I did the makeup first. Not soft or pretty in the way that asked permission.
Dark eyes, sharp liner, red lipstick. I left my hair down and worked my fingers through the long brown waves until they fell over my shoulders instead of looking like I had slept in a hotel room with a man who had no business touching me again and every intention of doing it anyway.
Then I stepped into the dress.
It took time. The fabric was fitted enough that it required patience and immoral engineering. I fastened the hidden closure, adjusted the bodice, and tested the slit with one knee lifted. I could move. I could run. I could kick if the evening deserved it.
The knife strapped high on my thigh didn’t show.
The drive went into the red clutch with the false bottom and comm lining. The clutch looked like a decorative accessory and carried the evidence that could burn down the room.

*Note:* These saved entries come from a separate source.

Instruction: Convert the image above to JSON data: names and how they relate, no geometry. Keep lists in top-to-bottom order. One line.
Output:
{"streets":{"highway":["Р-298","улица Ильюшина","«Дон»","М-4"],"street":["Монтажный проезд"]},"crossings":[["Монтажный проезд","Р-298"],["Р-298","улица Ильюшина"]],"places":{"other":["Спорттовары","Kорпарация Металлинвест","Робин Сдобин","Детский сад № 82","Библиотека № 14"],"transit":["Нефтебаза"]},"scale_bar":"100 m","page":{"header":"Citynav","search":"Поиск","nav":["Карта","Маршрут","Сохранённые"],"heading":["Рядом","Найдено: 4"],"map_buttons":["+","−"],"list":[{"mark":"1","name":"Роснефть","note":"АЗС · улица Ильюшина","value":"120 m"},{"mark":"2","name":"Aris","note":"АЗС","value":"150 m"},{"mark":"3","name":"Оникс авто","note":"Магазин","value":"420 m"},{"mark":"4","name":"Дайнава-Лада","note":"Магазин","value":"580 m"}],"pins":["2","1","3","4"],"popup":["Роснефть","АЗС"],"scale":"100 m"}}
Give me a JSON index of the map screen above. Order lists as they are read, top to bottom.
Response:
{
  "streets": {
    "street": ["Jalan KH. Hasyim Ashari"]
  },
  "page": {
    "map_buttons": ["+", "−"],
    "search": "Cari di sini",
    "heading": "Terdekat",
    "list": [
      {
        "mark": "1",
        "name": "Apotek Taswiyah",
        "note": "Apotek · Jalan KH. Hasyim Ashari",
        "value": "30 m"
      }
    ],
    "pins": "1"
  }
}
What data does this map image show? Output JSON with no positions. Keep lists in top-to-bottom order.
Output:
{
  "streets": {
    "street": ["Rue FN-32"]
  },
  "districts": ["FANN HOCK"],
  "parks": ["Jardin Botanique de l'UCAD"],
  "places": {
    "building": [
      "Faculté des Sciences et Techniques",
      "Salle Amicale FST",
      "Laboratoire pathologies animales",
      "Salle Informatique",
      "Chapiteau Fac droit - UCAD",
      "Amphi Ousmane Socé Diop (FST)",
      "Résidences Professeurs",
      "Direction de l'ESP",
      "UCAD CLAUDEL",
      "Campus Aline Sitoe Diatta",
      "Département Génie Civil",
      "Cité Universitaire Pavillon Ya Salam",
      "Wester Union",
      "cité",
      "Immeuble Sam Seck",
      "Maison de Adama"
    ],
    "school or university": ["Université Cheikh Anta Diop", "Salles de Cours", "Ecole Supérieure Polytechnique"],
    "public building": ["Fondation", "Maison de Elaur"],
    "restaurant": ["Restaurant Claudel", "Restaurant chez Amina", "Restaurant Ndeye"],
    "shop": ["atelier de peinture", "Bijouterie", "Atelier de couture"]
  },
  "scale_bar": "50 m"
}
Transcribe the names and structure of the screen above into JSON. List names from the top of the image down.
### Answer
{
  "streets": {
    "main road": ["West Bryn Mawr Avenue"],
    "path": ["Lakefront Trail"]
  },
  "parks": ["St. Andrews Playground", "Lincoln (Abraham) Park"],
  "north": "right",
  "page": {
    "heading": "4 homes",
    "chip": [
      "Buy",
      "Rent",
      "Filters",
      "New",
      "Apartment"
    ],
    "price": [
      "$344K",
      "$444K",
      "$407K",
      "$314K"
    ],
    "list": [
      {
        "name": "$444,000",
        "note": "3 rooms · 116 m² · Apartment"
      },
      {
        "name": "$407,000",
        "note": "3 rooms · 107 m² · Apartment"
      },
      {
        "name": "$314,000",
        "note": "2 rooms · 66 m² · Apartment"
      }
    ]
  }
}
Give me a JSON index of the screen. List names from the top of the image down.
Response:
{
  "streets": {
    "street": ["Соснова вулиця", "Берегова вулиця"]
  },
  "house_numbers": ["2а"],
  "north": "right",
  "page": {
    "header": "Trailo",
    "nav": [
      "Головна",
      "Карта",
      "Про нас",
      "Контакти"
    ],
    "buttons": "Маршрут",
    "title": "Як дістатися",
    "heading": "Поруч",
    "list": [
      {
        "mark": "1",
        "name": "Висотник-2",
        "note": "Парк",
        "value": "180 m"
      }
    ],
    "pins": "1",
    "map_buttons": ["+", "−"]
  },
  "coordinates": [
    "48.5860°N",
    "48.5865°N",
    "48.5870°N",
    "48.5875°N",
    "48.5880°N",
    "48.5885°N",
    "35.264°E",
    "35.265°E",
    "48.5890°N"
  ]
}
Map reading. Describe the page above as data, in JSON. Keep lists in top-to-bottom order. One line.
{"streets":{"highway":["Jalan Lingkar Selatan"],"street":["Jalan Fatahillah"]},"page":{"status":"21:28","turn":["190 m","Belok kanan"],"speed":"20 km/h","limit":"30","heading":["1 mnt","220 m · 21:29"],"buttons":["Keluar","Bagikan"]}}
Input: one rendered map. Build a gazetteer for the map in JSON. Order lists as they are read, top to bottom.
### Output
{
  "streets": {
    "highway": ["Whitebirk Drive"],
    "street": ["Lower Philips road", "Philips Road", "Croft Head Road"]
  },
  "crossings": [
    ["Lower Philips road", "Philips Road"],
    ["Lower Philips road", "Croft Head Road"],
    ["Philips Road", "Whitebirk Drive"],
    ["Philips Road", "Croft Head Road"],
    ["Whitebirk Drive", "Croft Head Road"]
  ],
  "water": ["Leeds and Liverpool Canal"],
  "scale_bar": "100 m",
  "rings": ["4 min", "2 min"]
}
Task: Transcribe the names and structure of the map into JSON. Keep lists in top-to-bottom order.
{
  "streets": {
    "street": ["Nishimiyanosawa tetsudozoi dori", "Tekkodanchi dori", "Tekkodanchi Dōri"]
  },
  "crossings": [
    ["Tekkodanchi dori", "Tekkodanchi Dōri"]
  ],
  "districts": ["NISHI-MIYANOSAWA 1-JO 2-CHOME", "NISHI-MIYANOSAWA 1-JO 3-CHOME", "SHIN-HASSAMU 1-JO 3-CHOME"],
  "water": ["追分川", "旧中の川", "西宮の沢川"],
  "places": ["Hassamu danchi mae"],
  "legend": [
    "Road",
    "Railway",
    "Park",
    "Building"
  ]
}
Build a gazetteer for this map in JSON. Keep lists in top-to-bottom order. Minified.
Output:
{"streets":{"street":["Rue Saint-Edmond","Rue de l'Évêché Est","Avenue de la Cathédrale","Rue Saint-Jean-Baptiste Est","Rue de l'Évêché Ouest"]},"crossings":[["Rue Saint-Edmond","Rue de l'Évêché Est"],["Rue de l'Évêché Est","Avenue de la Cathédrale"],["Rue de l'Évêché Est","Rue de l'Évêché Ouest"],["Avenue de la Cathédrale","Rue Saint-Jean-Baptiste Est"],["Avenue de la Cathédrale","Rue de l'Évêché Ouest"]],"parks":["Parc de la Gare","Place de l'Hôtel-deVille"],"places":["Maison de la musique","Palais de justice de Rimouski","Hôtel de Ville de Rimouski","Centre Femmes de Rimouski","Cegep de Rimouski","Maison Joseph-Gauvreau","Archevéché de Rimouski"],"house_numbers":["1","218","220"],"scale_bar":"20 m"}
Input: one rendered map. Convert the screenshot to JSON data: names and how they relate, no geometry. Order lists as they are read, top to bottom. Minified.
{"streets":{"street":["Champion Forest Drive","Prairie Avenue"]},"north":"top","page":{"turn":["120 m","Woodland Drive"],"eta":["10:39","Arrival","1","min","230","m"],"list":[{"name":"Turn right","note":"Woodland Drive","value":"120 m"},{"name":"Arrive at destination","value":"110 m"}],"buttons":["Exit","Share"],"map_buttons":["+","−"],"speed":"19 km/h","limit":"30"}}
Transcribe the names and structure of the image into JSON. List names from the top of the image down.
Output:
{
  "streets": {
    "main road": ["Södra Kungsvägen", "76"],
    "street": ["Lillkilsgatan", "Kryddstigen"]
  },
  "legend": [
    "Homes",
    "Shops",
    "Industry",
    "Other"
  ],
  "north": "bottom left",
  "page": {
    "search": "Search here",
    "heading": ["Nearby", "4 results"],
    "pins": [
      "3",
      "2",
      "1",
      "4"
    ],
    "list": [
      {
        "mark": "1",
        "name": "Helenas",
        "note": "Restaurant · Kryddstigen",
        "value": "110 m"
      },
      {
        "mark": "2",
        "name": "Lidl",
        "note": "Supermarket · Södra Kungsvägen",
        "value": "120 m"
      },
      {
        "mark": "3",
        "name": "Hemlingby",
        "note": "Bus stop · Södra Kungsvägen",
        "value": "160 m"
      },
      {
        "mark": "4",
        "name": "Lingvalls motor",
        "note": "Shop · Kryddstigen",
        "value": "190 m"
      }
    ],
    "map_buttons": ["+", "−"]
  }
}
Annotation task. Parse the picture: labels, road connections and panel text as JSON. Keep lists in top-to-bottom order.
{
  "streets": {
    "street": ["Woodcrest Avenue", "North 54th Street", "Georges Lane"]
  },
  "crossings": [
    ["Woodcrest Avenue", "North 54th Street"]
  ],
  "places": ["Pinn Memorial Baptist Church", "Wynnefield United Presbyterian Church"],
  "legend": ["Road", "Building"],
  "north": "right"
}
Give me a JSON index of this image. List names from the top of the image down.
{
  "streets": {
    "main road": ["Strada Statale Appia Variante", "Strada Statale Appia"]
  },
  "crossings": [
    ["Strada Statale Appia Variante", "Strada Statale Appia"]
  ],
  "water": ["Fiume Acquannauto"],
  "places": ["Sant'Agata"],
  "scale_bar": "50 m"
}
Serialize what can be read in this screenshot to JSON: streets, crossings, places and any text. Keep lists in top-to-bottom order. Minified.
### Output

I put on the diamond earrings and necklace. The borrowed bracelet went on my right wrist. My own bracelet stayed on my left.
When I opened the bathroom door, Torin had finished dressing.
Black tux. White shirt. Black bow tie after all, though he wore it like he had won the argument by letting it survive.
The jacket fit across his shoulders with the kind of precision that made violence look expensive.
He had shaved again, and the clean line of his jaw made my mouth remember things the rest of me didn’t have time to revisit.
His gaze hit me.
He stopped moving.
Torin Dempsey, who had an answer for everything and a command for most of it, stood in the middle of the suite and forgot to speak.
The silence stretched.
My pulse kicked once, hard.
“Problem?” I asked.
He took one breath. Then another.
“I’ve never had less of a problem in my life,” he said, his voice lower than before. “Christ, Noa.”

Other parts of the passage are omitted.